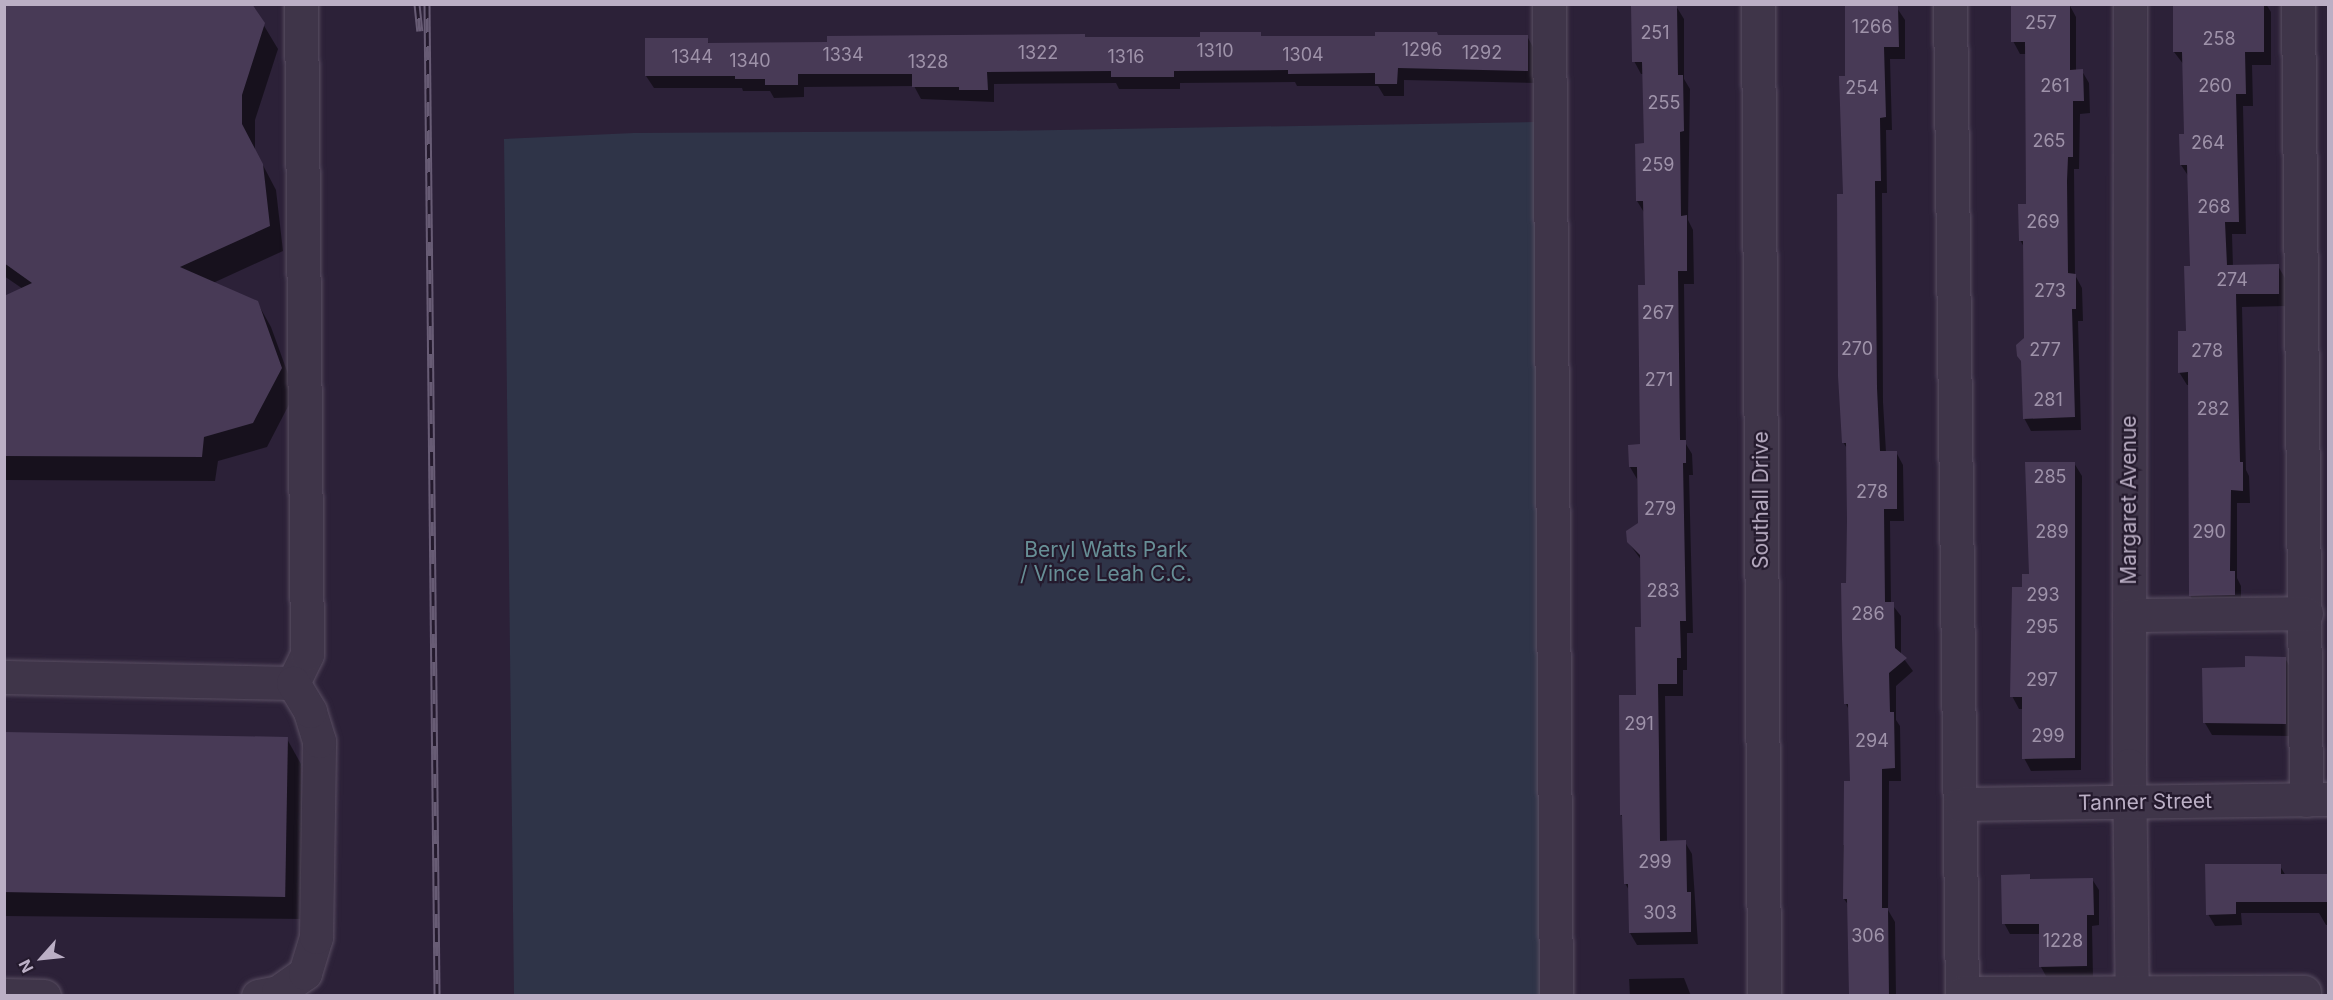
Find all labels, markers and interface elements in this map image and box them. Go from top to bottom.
house number: 257 [2025,12,2057,34]
house number: 1266 [1852,16,1892,38]
house number: 251 [1640,22,1670,44]
house number: 258 [2202,28,2236,50]
house number: 1296 [1402,39,1442,61]
house number: 1310 [1196,40,1234,62]
house number: 1322 [1018,42,1058,64]
house number: 1292 [1462,42,1502,64]
house number: 1334 [822,44,864,66]
house number: 1304 [1282,44,1324,66]
house number: 1344 [671,46,713,68]
house number: 1316 [1108,46,1144,68]
house number: 1340 [729,50,771,72]
house number: 1328 [908,51,948,73]
house number: 261 [2040,75,2070,97]
house number: 260 [2198,75,2232,97]
house number: 254 [1845,77,1879,99]
house number: 255 [1648,92,1680,114]
house number: 265 [2032,130,2066,152]
house number: 264 [2191,132,2225,154]
house number: 259 [1641,154,1675,176]
house number: 268 [2197,196,2231,218]
house number: 269 [2026,211,2060,233]
house number: 274 [2216,269,2248,291]
house number: 273 [2034,280,2066,302]
house number: 267 [1642,302,1674,324]
house number: 270 [1841,338,1873,360]
house number: 277 [2029,339,2061,361]
house number: 278 [2191,340,2223,362]
house number: 271 [1645,369,1673,391]
house number: 281 [2033,389,2063,411]
house number: 282 [2196,398,2230,420]
street label: Margaret Avenue [2116,415,2142,585]
street label: Southall Drive [1748,431,1774,569]
house number: 285 [2033,466,2067,488]
house number: 278 [1856,481,1888,503]
house number: 279 [1644,498,1676,520]
house number: 289 [2035,521,2069,543]
house number: 290 [2192,521,2226,543]
park label: Beryl Watts Park / Vince Leah C.C. [1020,537,1192,587]
house number: 283 [1646,580,1680,602]
house number: 293 [2026,584,2060,606]
house number: 286 [1851,603,1885,625]
house number: 295 [2025,616,2059,638]
house number: 297 [2026,669,2058,691]
house number: 291 [1624,713,1654,735]
house number: 299 [2031,725,2065,747]
house number: 294 [1855,730,1889,752]
street label: Tanner Street [2078,788,2212,816]
house number: 299 [1638,851,1672,873]
house number: 303 [1643,902,1677,924]
house number: 306 [1851,925,1885,947]
north arrow [12,928,72,988]
house number: 1228 [2043,930,2083,952]
text: N [14,956,38,976]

• **TASK PROMPT**:
Copy all lines in the listing above where the string "street" appears.

• **SOLUTION TO THIS PROBLEM**:
street label: Margaret Avenue [2116,415,2142,585]
street label: Southall Drive [1748,431,1774,569]
street label: Tanner Street [2078,788,2212,816]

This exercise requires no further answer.